HISTORIQUE :
En 1913 un bacille mobile, vibrio-like, a été rendu responsable d’avortements épizootiques ches les bovidés. Ce bacille a été désigné comme Vibrio fétus par Smith et Taylor (U.S.A.) en 1919. Un bactériologiste français, Vinzent, a rapporté en 1949 le premier cas d’infection humaine à Vibrio fétus.
En 1963, par l’étude du G + C % du DNA, Sébald et Véron ont montré que ces bactéries sont différentes des Vibrio (G + C % = 40 à 52) et forment un nouveau genre, Campylobacter (G + C % = 30 à 38).
Au cours des dernières décennies les conditions d’isolement des Campylobacter ont été améliorées et le rôle de ces bactéries comme agents d’entérites a été démontré.
I – DÉFINITION :
Les Campylobacter sont des bacilles à Gram négatif caractérisés par :
– leur morphologie. Bacilles fins, de 0,5 à 5 |J,m de long, incurvés en forme de virgule, en forme de S, de « vol de mouette » ou de forme hélicoïdale pour les formes longues.
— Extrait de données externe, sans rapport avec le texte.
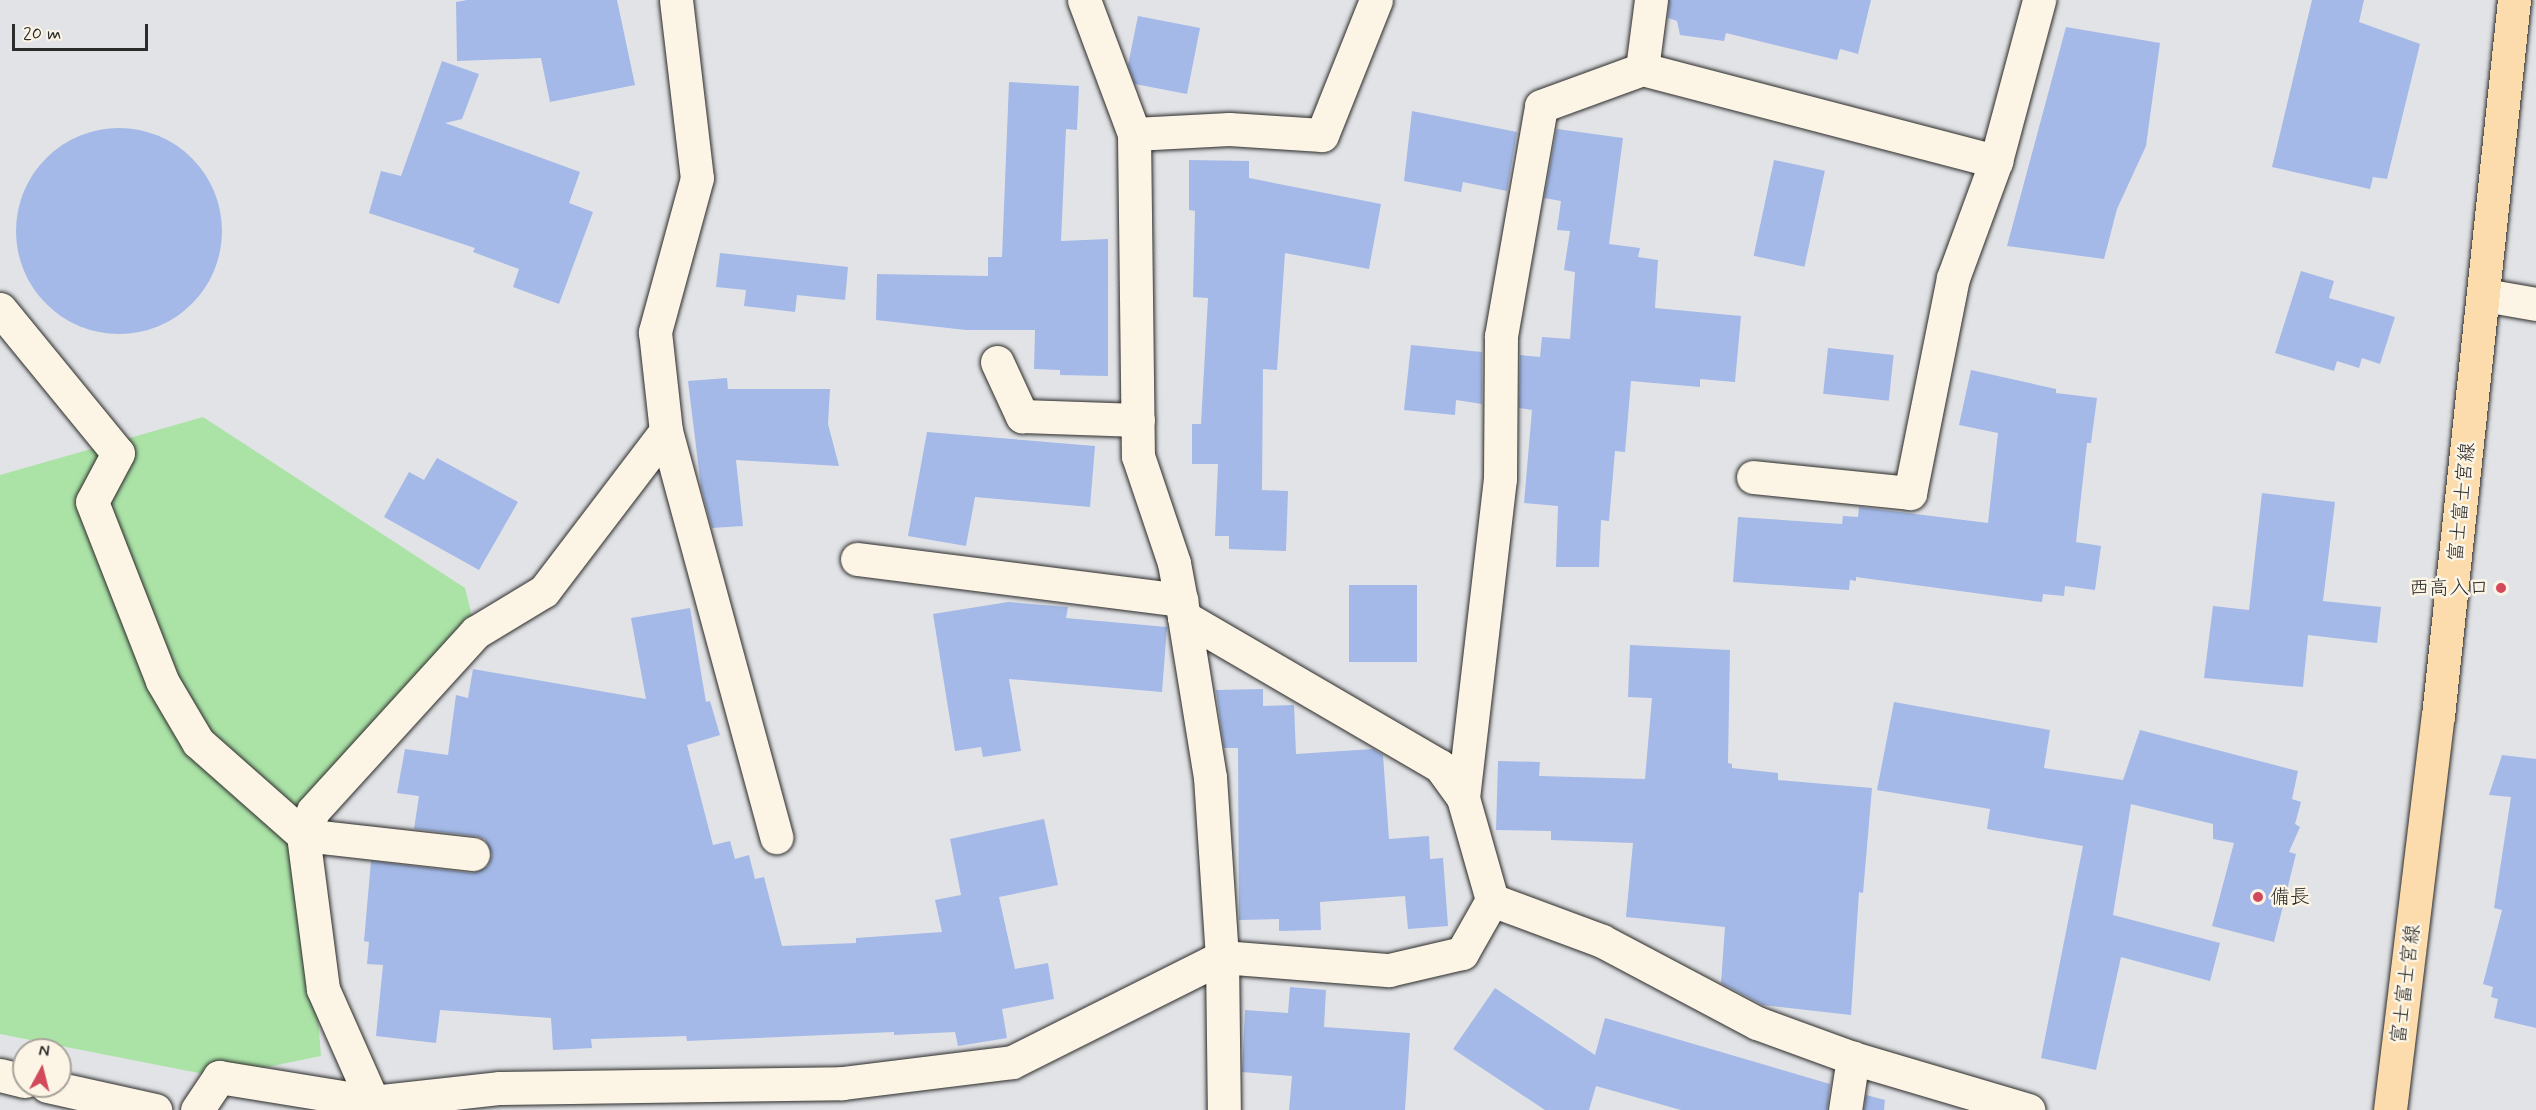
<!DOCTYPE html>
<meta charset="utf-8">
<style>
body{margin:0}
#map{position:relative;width:2536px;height:1110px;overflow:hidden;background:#e2e3e6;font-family:Mynerve,"Klee One",sans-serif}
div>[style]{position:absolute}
.green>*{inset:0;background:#abe3a7}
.building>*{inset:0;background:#a4b9e7;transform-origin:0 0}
.round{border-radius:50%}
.roads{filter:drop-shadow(0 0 2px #2b2b2b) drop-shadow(0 0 2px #2b2b2b)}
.minor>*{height:33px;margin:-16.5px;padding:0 16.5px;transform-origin:16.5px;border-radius:16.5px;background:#fcf5e5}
.major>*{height:33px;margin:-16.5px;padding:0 16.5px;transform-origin:16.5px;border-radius:16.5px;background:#fcdcac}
.dots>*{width:16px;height:16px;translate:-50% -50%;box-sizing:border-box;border:3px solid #fcf5e5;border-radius:50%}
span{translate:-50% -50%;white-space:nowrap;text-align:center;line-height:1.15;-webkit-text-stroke:5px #fcf5e5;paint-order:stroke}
.street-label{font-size:20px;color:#2b2b2b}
.poi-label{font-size:20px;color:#2b2b2b}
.right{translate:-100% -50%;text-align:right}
.left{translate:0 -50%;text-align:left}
.north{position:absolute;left:12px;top:1038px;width:60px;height:60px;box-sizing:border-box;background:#fcf5e5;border:2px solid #a8a49b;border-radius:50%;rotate:7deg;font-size:16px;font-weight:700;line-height:24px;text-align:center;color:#2b2b2b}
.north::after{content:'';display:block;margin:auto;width:21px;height:27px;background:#d1495b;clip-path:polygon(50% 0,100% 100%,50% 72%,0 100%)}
.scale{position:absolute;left:12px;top:24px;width:136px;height:27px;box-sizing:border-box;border:3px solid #2b2b2b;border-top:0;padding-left:8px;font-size:18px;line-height:21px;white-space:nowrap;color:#2b2b2b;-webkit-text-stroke:4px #fcf5e5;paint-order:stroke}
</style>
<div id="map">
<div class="green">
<i style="clip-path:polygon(203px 417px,465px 588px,476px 632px,303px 835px,321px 1056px,219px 1077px,0 1034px,0 475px)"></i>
</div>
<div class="building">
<i style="clip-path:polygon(467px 0,617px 0,635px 85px,550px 102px,541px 58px,457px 61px,456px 2px)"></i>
<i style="clip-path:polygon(1669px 0,1871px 0,1858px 54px,1840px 49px,1837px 60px,1726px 33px,1724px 41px,1680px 35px,1677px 21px,1668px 18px)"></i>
<i style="clip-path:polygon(2312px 0,2364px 0,2359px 22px,2420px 44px,2387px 179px,2373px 177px,2370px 189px,2272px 167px)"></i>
<i style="clip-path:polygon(1138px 16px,1200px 28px,1187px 94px,1135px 84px,1128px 65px)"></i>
<i style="clip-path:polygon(2066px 27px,2160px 43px,2146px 146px,2117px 209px,2104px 259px,2007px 246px)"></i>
<i style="clip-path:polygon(442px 61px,479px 74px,462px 119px,445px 123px,580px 172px,569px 203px,593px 212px,559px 304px,513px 287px,519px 269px,473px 252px,475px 248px,369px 213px,381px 171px,401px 176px)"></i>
<i style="clip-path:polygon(1009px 82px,1079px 86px,1077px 130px,1066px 129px,1061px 241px,1108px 239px,1108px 376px,1060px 375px,1060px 370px,1034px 369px,1035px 330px,966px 330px,876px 320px,877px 274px,988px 276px,988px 257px,1002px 257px)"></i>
<i style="clip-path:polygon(1412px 111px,1517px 132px,1507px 191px,1463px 182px,1461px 192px,1404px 181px)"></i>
<i class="round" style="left:16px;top:128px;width:206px;height:206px"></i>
<i style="clip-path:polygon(1557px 129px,1623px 138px,1609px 244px,1640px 248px,1638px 257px,1658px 260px,1655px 308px,1741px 316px,1735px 382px,1700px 379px,1700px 387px,1631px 381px,1625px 452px,1615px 451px,1609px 521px,1601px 520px,1599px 567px,1556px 567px,1558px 506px,1524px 503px,1532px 410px,1519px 408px,1520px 355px,1540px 357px,1542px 337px,1570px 339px,1575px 272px,1564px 270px,1570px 231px,1557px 230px,1561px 201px,1544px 198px)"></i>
<i style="clip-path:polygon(1189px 160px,1249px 161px,1249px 178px,1381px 204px,1369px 269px,1285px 253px,1277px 370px,1263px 369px,1262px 490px,1288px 491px,1286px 551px,1229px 549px,1229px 536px,1215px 536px,1218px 464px,1192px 464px,1192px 424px,1201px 424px,1208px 298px,1193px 297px,1195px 211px,1189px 210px)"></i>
<i style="left:1774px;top:160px;width:52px;height:98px;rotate:12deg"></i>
<i style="clip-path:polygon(720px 253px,848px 267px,845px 300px,797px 295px,795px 312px,744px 306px,746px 290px,716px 287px)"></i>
<i style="clip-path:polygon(2301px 271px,2334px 281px,2329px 298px,2395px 317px,2380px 364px,2362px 358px,2359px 368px,2337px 361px,2334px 371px,2275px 353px)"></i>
<i style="clip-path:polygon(1411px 345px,1482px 352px,1482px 404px,1456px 400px,1455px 415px,1404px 410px)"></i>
<i style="left:1828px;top:348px;width:66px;height:46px;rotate:6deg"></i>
<i style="clip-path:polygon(1971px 370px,2056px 389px,2056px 393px,2097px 398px,2091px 443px,2087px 443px,2076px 542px,2101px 546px,2095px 590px,2065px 586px,2064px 596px,2043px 594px,2042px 602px,1856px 577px,1856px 581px,1850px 580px,1849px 590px,1733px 582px,1738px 517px,1842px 524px,1843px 516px,1858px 517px,1859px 507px,1988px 523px,1998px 433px,1959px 425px)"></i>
<i style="clip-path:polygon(727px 378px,728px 389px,830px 389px,828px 424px,839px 466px,736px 460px,743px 526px,712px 528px,701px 487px,688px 381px)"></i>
<i style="clip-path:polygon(927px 432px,1095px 446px,1090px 507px,975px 497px,966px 546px,908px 536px)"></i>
<i style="clip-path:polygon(437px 458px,518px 502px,479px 570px,384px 517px,409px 472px,424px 480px)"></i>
<i style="clip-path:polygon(2262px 493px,2335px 502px,2323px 601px,2381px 607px,2377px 643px,2308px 635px,2303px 687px,2204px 678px,2213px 606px,2249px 610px)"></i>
<i style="left:1349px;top:585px;width:68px;height:77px"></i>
<i style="clip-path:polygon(1008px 602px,1068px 607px,1066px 618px,1167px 627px,1162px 692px,1009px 679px,1021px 751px,983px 757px,981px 747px,955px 751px,933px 614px)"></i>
<i style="clip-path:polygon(690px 608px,706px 702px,710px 701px,720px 735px,687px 745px,713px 845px,730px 841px,735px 859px,749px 855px,755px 879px,764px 877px,782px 946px,856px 943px,856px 938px,942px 932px,935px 900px,961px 895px,950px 839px,1044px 819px,1058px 885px,999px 897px,1015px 969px,1048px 963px,1054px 999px,1002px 1009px,1007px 1038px,958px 1046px,955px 1032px,894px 1035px,894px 1032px,687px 1041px,686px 1036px,591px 1039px,592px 1048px,553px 1050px,551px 1018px,440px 1010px,436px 1043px,376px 1036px,383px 965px,367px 964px,369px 942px,364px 941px,371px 861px,472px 873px,488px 866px,492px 855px,485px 839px,476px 836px,414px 829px,419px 796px,397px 793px,405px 749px,448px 755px,456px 695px,468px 698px,473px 669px,646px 699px,631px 618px)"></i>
<i style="clip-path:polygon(1630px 645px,1730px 650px,1728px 763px,1732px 764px,1732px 768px,1778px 773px,1778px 780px,1872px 788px,1863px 893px,1859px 892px,1851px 1015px,1763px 1005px,1721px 983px,1725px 927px,1626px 917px,1633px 843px,1551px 840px,1551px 831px,1496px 830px,1498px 761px,1540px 762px,1539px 776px,1645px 779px,1652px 698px,1628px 697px)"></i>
<i style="clip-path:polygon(1263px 689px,1263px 706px,1294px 705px,1296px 754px,1373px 749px,1383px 755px,1389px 839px,1429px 836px,1430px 859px,1443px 858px,1448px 926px,1408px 929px,1405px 896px,1320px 902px,1321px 930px,1279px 931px,1279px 919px,1239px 920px,1238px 748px,1224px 748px,1216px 690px)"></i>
<i style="clip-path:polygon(1894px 702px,2050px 730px,2044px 768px,2123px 780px,2140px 730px,2298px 771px,2292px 799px,2301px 802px,2295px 824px,2300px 827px,2289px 852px,2296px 854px,2274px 942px,2212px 926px,2234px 843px,2213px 839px,2213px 824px,2131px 804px,2113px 915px,2220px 943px,2210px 981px,2121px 957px,2096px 1070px,2041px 1058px,2083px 846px,1987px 829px,1990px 809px,1877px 790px)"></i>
<i style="clip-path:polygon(2502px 755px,2536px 759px,2536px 1028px,2494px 1018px,2498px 999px,2491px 997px,2493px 987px,2483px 984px,2502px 910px,2494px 908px,2511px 797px,2489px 795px)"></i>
<i style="clip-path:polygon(1290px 987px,1326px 990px,1324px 1027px,1410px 1033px,1405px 1110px,1289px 1110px,1292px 1076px,1242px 1072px,1245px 1010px,1288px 1013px)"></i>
<i style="clip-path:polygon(1495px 988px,1595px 1055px,1605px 1018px,1830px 1084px,1827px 1110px,1681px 1110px,1596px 1086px,1589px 1110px,1545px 1110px,1453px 1049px)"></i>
<i style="clip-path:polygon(1866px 1095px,1885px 1100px,1884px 1110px,1864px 1110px)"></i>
</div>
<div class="roads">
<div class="minor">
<i style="left:676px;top:0;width:179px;rotate:83.3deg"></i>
<i style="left:697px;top:178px;width:160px;rotate:105.3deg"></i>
<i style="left:655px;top:332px;width:100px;rotate:83.7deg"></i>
<i style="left:666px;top:431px;width:421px;rotate:74.8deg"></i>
<i style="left:1084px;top:0;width:143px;rotate:69.5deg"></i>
<i style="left:1134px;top:134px;width:322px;rotate:89.3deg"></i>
<i style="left:1138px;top:456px;width:113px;rotate:71.4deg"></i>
<i style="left:1174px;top:563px;width:55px;rotate:79.5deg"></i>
<i style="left:1184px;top:617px;width:296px;rotate:30.2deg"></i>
<i style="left:1440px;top:766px;width:39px;rotate:54deg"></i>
<i style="left:1463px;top:798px;width:106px;rotate:74.1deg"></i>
<i style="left:1492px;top:900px;width:117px;rotate:20.4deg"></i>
<i style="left:1602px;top:941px;width:175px;rotate:27.9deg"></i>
<i style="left:1757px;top:1023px;width:102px;rotate:20deg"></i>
<i style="left:1853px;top:1058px;width:183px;rotate:16.5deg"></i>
<i style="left:1642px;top:69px;width:366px;rotate:14.6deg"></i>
<i style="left:1134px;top:134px;width:95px;rotate:-3deg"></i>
<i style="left:1229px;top:129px;width:93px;rotate:3.7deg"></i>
<i style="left:1322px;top:135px;width:145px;rotate:-68.2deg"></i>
<i style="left:2485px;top:295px;width:52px;rotate:10deg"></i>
<i style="left:0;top:309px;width:186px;rotate:50.7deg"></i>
<i style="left:118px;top:453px;width:55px;rotate:118deg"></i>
<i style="left:92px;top:502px;width:192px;rotate:68.6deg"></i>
<i style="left:162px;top:681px;width:71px;rotate:59.5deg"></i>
<i style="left:198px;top:742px;width:140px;rotate:41.5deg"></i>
<i style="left:303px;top:835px;width:171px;rotate:6.4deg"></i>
<i style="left:997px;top:362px;width:60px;rotate:65.2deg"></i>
<i style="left:1022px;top:416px;width:116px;rotate:2deg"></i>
<i style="left:1753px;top:477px;width:158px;rotate:5.8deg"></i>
<i style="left:1910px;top:493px;width:219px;rotate:-78.7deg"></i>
<i style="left:1953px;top:278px;width:125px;rotate:-69.8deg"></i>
<i style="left:1996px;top:161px;width:167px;rotate:-75deg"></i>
<i style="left:857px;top:559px;width:327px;rotate:7.2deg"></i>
<i style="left:1184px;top:617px;width:162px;rotate:80.8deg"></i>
<i style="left:1210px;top:777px;width:180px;rotate:86.2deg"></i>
<i style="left:1222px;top:957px;width:153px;rotate:89.3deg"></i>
<i style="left:1463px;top:798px;width:321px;rotate:-83.4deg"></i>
<i style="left:1500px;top:479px;width:143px;rotate:-89.6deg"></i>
<i style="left:1501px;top:336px;width:233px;rotate:-80.1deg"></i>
<i style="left:1541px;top:106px;width:108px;rotate:-20.1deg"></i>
<i style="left:1642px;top:69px;width:70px;rotate:-82.6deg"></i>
<i style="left:0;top:1075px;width:25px;rotate:14deg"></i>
<i style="left:47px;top:1086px;width:111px;rotate:12.5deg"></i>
<i style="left:373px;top:1102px;width:124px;rotate:-113.9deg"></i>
<i style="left:323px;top:989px;width:155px;rotate:-97.4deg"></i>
<i style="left:303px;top:835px;width:26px;rotate:-67deg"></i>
<i style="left:313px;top:811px;width:242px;rotate:-47.7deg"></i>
<i style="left:476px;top:632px;width:79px;rotate:-31.1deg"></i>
<i style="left:544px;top:591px;width:201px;rotate:-52.7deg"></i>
<i style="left:197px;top:1110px;width:40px;rotate:-56deg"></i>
<i style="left:219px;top:1077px;width:156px;rotate:9.2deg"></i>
<i style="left:373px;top:1102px;width:128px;rotate:-6.3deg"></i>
<i style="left:500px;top:1088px;width:342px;rotate:-0.8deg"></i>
<i style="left:842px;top:1083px;width:171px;rotate:-7deg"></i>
<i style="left:1012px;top:1062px;width:235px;rotate:-26.6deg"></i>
<i style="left:1222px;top:957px;width:168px;rotate:4.5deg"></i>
<i style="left:1389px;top:970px;width:75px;rotate:-13.1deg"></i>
<i style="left:1462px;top:953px;width:61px;rotate:-60.5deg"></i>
<i style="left:1845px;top:1110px;width:53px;rotate:-81.3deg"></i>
</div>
<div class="major">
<i style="left:2390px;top:1110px;width:397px;rotate:-83.1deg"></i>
<i style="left:2438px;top:716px;width:720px;rotate:-83.94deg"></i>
</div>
</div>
<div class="dots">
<i style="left:2501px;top:588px;background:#d1495b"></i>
<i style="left:2258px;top:897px;background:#d1495b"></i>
</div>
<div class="street-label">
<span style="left:2462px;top:502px;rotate:-84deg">富士富士宮線</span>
<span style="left:2406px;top:984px;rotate:-83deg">富士富士宮線</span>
</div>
<div class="poi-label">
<span class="right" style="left:2489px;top:588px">西高入口</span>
<span class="left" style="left:2270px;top:897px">備長</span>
</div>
<div class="north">N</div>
<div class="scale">20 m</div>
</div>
– leur mobilité. Elle est très vive due à une ciliature polaire monotriche. Elle est classiquement décrite comme un « vol de moucheron ». Les formes longues peuvent être flagellées aux deux extrémités.
leur métabolisme respiratoire micro-aérophile.
une réaction oxydase (+).
un G + C % du DNA compris entre 30 et 38 %.
II – CLASSIFICATION :
La catalase permet de diviser le genre Campylobacter en deux groupes.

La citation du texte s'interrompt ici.